Time, space, money, and social interaction: Using machine learning to classify people’s mobility strategies through four key dimensions

Title
Time, space, money, and social interaction: Using machine learning to classify people’s mobility strategies through four key dimensions
Author Rodrigo Victoriano, Antonio Paez, Juan Antonio Carrasco.
Line(s) Access & Mobility
Year of Publication 2020
Journal Title Travel, Behaviour and Society
Keywords
Mobility strategies, Activity participation, Modal split, Social interaction ,Monetary expenditure
Abstract Previous activity-based studies have shown that behavioural outcomes are the result of complex and multidimensional processes. In this context, identifying and characterizing discrete mobility profiles through the classification of people’s behavior is particularly attractive.
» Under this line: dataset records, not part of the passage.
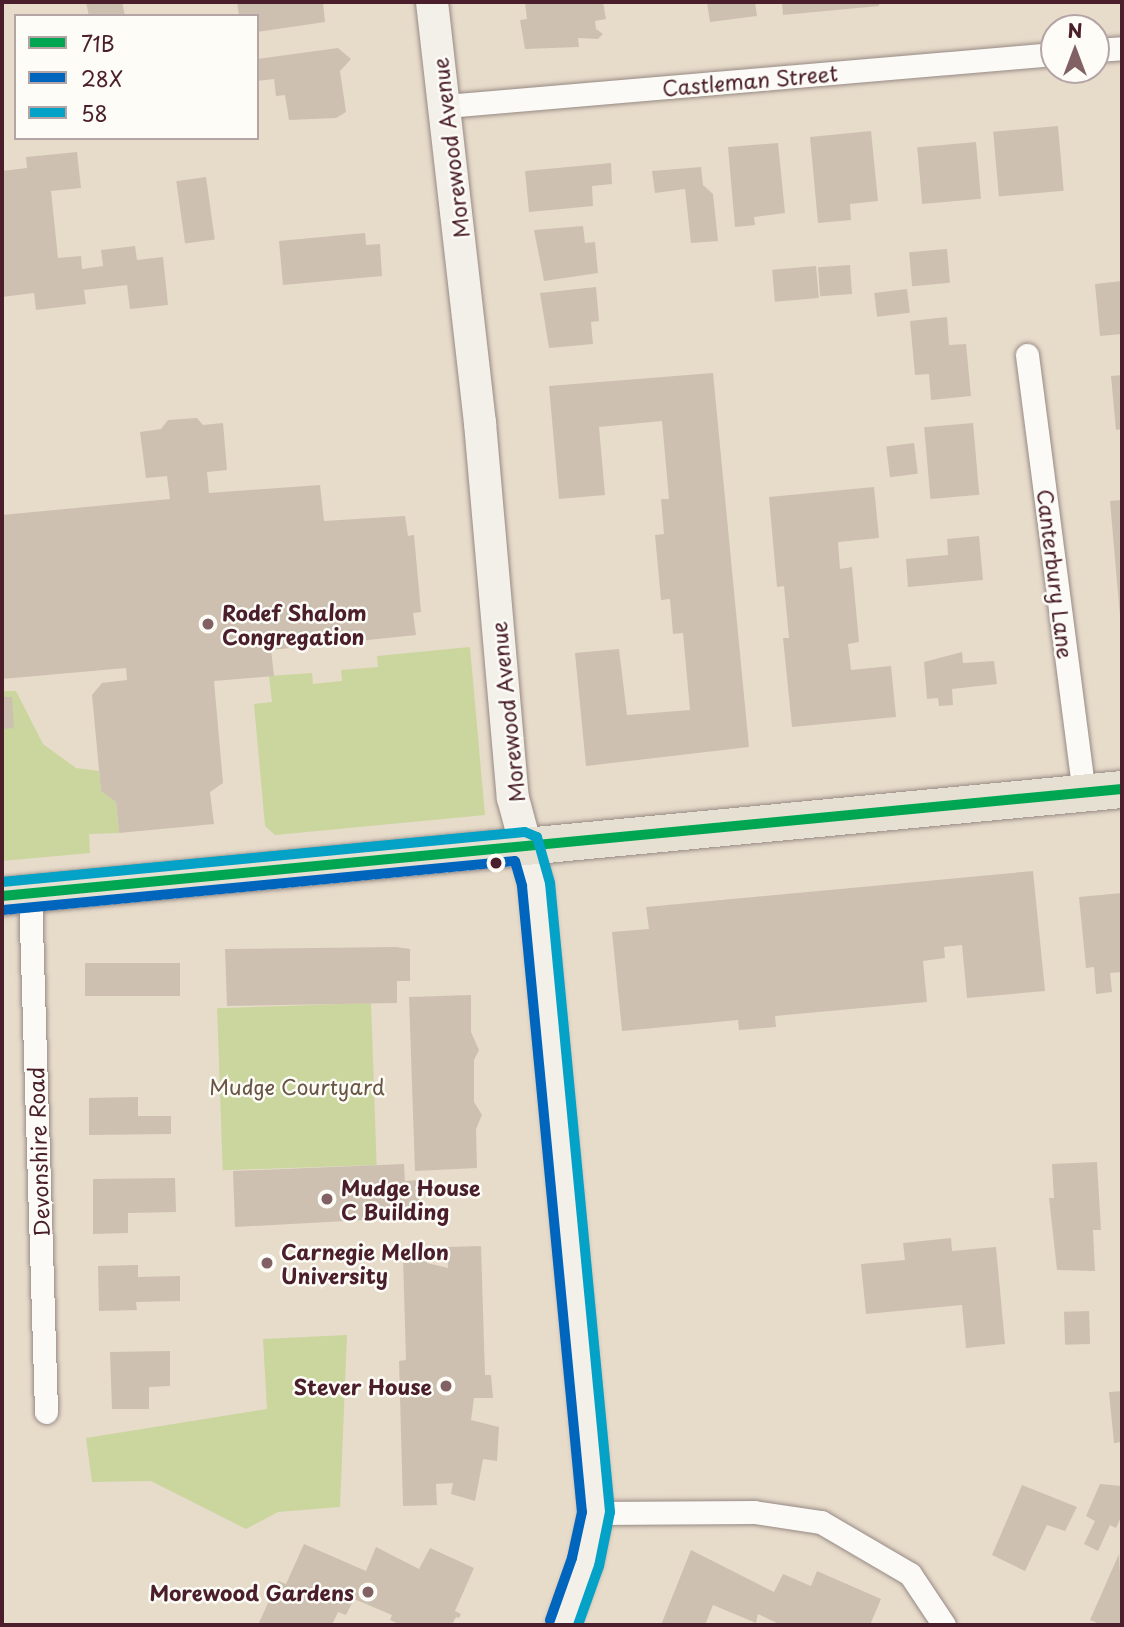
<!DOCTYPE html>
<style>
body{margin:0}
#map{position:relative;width:1124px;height:1627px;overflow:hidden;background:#e7dbca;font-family:"Playpen Sans",sans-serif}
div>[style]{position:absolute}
.green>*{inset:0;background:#cad69e;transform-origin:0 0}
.building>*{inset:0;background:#cec0b1;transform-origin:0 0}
.roads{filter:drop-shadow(0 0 2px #978a84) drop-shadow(0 0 2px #978a84)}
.minor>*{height:23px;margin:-11.5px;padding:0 11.5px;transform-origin:11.5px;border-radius:11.5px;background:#fbfaf7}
.secondary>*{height:32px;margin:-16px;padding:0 16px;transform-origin:16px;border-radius:16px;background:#f3efe9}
.trunk>*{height:37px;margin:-18.5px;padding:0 18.5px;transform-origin:18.5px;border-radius:18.5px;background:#e6e0d2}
.bus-1>*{height:10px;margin:-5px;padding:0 5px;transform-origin:5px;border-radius:5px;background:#00a651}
.bus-2>*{height:10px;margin:-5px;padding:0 5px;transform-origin:5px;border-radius:5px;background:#0065bd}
.bus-3>*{height:10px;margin:-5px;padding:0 5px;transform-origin:5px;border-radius:5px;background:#04a2c6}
.dots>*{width:19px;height:19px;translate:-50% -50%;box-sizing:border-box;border:4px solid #fdfcf7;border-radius:50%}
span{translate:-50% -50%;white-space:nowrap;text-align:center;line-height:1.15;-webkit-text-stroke:5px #fdfcf7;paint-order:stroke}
.street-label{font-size:21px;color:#4a1f2b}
.poi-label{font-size:21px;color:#4a1f2b;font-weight:700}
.left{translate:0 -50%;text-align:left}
.right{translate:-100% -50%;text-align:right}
.park-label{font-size:21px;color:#695543}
.frame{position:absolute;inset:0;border:4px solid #4a1f2b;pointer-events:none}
.legend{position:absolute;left:14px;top:14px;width:245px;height:126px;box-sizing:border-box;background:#fdfcf7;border:2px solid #b5a4a5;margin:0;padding:9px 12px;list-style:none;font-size:21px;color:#4a1f2b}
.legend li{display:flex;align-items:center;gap:14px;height:35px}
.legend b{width:35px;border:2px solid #b5a4a5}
.north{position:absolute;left:1040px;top:14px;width:70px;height:70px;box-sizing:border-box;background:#fdfcf7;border:2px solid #b5a4a5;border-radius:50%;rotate:0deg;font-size:19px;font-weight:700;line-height:28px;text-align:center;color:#4a1f2b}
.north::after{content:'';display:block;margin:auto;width:24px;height:32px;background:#816163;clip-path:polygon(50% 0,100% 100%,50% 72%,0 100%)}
</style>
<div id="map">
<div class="green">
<div style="clip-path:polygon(470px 647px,485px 815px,275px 835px,265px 826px,254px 704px,272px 702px,269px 676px,312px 673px,313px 684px,342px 681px,341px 670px,378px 667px,377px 656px)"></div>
<div style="clip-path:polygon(2px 691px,16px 691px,43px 744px,76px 768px,99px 771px,101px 791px,116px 802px,119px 833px,89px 834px,90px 853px,2px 861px)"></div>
<div style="left:371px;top:1003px;width:162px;height:154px;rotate:88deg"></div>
<div style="clip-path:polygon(347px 1335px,340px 1507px,278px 1512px,246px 1529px,151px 1481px,92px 1482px,86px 1438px,267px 1409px,263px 1339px)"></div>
</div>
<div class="building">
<div style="clip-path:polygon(86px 2px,122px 2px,125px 16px,89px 16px)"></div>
<div style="clip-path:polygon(237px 2px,323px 2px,325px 22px,257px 32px,257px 16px,239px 16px)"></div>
<div style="clip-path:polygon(525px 2px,603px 2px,606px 19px,595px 21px,596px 29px,603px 34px,598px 39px,578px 38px,579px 47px,525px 49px,520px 20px,527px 19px)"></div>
<div style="clip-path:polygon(707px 2px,755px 2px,757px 16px,710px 22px)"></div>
<div style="clip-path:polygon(782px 2px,879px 2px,879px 6px,783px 15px)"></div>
<div style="clip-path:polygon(338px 48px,351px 59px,340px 71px,346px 112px,336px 118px,289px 120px,285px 95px,276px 96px,274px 79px,257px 81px,257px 59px)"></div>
<div style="left:1058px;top:126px;width:65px;height:65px;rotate:85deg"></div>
<div style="clip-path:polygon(871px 131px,878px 201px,850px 204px,851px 220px,818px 223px,810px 137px)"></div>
<div style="left:976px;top:142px;width:57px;height:59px;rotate:85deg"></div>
<div style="clip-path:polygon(778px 143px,785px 213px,754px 217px,755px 225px,735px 227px,728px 147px)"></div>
<div style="clip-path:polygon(77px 152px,81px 188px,51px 191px,58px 258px,81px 256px,82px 269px,103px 266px,101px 250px,135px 246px,137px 260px,163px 257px,168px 305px,130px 309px,127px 285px,84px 290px,86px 304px,36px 310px,34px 293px,2px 297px,2px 171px,27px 168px,26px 157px)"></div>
<div style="clip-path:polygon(611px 163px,612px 184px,592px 186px,593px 206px,529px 212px,525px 171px)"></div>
<div style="clip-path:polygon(701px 167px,703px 185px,713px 194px,718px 241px,691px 243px,685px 189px,655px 193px,652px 171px)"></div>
<div style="left:206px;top:177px;width:63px;height:30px;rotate:82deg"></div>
<div style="clip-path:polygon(583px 226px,585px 243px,595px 242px,598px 273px,544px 281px,534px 230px)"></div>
<div style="clip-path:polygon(365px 233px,366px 245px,380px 244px,382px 276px,283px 285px,279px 241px)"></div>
<div style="left:947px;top:249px;width:34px;height:38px;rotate:85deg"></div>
<div style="left:850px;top:265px;width:29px;height:32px;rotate:86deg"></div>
<div style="left:816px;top:266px;width:32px;height:44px;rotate:85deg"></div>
<div style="clip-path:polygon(1122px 281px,1122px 334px,1100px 336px,1095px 284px)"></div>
<div style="clip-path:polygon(596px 287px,599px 321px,591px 322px,593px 344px,549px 348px,540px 293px)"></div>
<div style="left:907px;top:289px;width:24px;height:33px;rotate:83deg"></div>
<div style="clip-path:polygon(947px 317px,949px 345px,966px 344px,971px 396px,931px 400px,929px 374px,915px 375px,910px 321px)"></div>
<div style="clip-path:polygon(713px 373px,749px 747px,586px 766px,575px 653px,619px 649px,627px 715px,690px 710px,683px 633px,673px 634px,670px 599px,661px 600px,655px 535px,664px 534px,661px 499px,669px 499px,662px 421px,599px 427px,605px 495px,559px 499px,549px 386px)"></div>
<div style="clip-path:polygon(1122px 375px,1122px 429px,1116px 430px,1111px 376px)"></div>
<div style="clip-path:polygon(197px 418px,203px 425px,223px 423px,227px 470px,207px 472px,209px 493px,320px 485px,324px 521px,405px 516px,408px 536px,414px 535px,421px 612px,413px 613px,416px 635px,271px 650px,274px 676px,214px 681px,223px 783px,210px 792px,214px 824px,119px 833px,116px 802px,101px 791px,92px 695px,102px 683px,127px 680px,126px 668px,2px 679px,2px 515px,170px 499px,167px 476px,146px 478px,140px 432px,161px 429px,168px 420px)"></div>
<div style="left:973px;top:423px;width:72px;height:49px;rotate:85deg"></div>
<div style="left:914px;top:443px;width:31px;height:28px;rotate:83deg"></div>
<div style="clip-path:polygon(874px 487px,879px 538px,838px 542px,840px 569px,852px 567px,859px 642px,848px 644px,851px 670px,891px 666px,896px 717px,792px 727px,783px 638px,789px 638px,784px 586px,777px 587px,769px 497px)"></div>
<div style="clip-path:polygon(1122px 500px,1122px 615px,1120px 616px,1110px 501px)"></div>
<div style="clip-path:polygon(979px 536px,983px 580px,908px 587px,906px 559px,948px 555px,947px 539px)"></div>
<div style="clip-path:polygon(962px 652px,963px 663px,994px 661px,997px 684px,952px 689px,953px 705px,939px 706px,938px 698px,927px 699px,924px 662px)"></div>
<div style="clip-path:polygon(2px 697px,12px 697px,14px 728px,2px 729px)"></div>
<div style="clip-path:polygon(1033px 871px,1045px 991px,967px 998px,962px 945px,944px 947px,945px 958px,923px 961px,927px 1002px,775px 1016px,776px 1027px,739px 1030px,738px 1020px,622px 1031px,612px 932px,649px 929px,646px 907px)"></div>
<div style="clip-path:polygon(1122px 893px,1122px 972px,1110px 973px,1112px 992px,1096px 994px,1094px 967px,1086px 968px,1079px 897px)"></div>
<div style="clip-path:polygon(396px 947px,410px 949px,410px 981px,397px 981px,397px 1003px,227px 1006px,225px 949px)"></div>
<div style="left:180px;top:963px;width:33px;height:95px;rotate:90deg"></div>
<div style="clip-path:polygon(471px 995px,471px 1032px,479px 1050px,474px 1060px,474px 1102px,482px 1115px,476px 1129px,477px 1168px,415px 1171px,409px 997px)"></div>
<div style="clip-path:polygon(138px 1097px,138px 1116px,171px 1116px,171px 1134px,89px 1135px,89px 1098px)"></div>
<div style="clip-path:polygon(1097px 1162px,1101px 1230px,1093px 1230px,1095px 1271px,1057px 1270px,1049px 1198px,1054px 1198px,1052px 1164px)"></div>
<div style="clip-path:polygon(404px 1164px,405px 1181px,419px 1180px,420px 1217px,235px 1227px,233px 1171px)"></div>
<div style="clip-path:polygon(175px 1178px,176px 1212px,128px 1213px,128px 1233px,93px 1234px,93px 1179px)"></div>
<div style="clip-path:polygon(951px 1238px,952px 1251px,996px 1247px,1005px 1344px,966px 1348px,962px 1305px,866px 1314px,861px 1264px,905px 1260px,903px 1243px)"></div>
<div style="clip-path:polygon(481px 1246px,485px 1375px,491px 1375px,493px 1398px,474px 1398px,471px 1420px,499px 1427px,497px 1461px,483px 1459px,475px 1501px,451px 1494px,453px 1483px,436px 1484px,437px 1505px,403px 1506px,399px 1361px,406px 1360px,403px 1256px,427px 1255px,427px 1263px,448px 1268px,447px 1247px)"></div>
<div style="clip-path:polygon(138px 1265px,138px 1277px,180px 1276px,180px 1301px,136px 1302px,137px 1310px,99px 1311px,98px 1266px)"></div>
<div style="left:1089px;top:1311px;width:33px;height:25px;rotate:88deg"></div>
<div style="clip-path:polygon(170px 1351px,170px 1386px,149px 1387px,149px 1409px,112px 1409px,110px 1352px)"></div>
<div style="clip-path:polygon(1122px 1391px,1122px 1442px,1114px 1443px,1109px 1392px)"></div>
<div style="clip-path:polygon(1100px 1484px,1122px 1486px,1122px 1515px,1116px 1528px,1110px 1525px,1098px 1551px,1084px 1544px,1095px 1521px,1086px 1516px)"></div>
<div style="clip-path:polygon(1022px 1485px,1077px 1507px,1065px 1531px,1047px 1525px,1025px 1571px,992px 1555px)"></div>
<div style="clip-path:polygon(304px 1544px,366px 1571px,376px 1547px,419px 1569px,430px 1548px,474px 1568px,455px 1611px,461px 1614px,459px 1618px,456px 1617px,452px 1625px,401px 1625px,390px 1620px,392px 1615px,354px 1599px,346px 1615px,338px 1612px,332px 1625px,258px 1625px,278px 1581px,286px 1584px)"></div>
<div style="clip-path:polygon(691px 1550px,774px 1592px,783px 1574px,811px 1586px,817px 1571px,881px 1599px,870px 1625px,781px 1625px,758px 1614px,756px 1623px,713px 1605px,705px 1625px,661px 1625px)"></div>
<div style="clip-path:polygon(1119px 1554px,1122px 1619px,1119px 1625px,1102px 1625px,1090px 1620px)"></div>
</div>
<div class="roads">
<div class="minor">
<div style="left:1096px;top:50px;width:26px;rotate:-4deg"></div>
<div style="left:446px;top:106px;width:610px;rotate:-4.89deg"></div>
<div style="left:1027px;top:355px;width:442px;rotate:82.6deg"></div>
<div style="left:30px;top:893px;width:519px;rotate:88.23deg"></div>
<div style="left:596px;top:1513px;width:158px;rotate:-0.4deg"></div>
<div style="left:754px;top:1512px;width:68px;rotate:8.5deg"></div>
<div style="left:821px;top:1522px;width:103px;rotate:30.3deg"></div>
<div style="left:910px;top:1574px;width:61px;rotate:56.3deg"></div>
</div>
<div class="secondary">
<div style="left:432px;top:2px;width:424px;rotate:83.5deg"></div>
<div style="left:480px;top:423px;width:376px;rotate:85deg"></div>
<div style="left:513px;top:798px;width:89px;rotate:75deg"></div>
<div style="left:536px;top:884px;width:632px;rotate:84.55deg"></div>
<div style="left:596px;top:1513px;width:50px;rotate:101.5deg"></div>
<div style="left:586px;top:1562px;width:67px;rotate:110.1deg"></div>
</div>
<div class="trunk">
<div style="left:2px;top:896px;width:1125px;rotate:-5.46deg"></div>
</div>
</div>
<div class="bus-1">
<div style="left:2px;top:896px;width:1125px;rotate:-5.46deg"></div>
</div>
<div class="bus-2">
<div style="left:3px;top:910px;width:514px;rotate:-5.47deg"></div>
<div style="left:515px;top:861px;width:26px;rotate:74deg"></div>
<div style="left:522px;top:886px;width:629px;rotate:84.53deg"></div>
<div style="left:582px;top:1512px;width:47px;rotate:102.3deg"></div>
<div style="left:572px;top:1558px;width:66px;rotate:109.5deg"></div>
</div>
<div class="bus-3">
<div style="left:2px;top:882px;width:525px;rotate:-5.46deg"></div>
<div style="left:525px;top:832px;width:13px;rotate:23deg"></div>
<div style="left:537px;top:837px;width:48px;rotate:74.2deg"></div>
<div style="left:550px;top:883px;width:632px;rotate:84.55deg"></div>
<div style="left:610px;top:1512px;width:55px;rotate:101.5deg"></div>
<div style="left:599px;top:1566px;width:63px;rotate:109.6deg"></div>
</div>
<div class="dots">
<div style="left:208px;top:624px;background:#816163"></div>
<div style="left:496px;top:863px;background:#4a1f2b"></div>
<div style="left:327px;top:1199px;background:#816163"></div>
<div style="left:267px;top:1263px;background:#816163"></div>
<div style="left:446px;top:1386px;background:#816163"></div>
<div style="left:368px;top:1592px;background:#816163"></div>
</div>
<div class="street-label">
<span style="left:750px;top:80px;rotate:-5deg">Castleman Street</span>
<span style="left:450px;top:148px;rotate:-97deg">Morewood Avenue</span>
<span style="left:1056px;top:574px;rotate:83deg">Canterbury Lane</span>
<span style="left:507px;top:712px;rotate:-96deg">Morewood Avenue</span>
<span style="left:38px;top:1152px;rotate:-92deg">Devonshire Road</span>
</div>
<div class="poi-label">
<span class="left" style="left:222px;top:624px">Rodef Shalom<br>Congregation</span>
<span class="left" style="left:341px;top:1199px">Mudge House<br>C Building</span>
<span class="left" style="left:281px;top:1263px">Carnegie Mellon<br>University</span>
<span class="right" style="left:432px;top:1386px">Stever House</span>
<span class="right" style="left:354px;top:1592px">Morewood Gardens</span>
</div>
<div class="park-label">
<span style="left:297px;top:1086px">Mudge Courtyard</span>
</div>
<div class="frame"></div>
<ul class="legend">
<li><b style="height:9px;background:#00a651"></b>71B</li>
<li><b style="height:9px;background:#0065bd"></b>28X</li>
<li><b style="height:9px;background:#04a2c6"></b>58</li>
</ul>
<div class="north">N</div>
</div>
By facilitating the interpretation of complex, multidimensional processes, such an exercise could help to efficiently target transport policy decisions. The purpose of this paper is to identify mobility strategy profiles considering four key dimensions: time, space, money, and social interaction. Data from a seven-day activity, travel, expenditure, and social interaction diary applied to a sample of residents from the city of Concepción, Chile, is used. A two-step approach based on machine learning techniques is adopted. First, we use a Self-Organizing Map algorithm to identify seven distinct mobility strategies, each characterized by distinctive behaviors. These profiles are identified through 18 weekday and weekend daily behavior variables measuring the four key dimensions mentioned above, with an explicit focus on transport mode use. In the second step, we use a Decision Tree algorithm to profile the mobility strategies by means of personal and household sociodemographic variables. The results show interesting links among the dimensions of analysis within these profiles, such as connections between monetary expenditure on leisure and daily social interaction, and that profiles with higher private vehicle modal split tend to present higher levels of social interaction with people in their social network than public transit users.
Doi https://doi.org/10.1016/j.tbs.2020.02.004
Corresponding Author Rodrigo Victoriano, Antonio Paez, Juan Antonio Carrasco.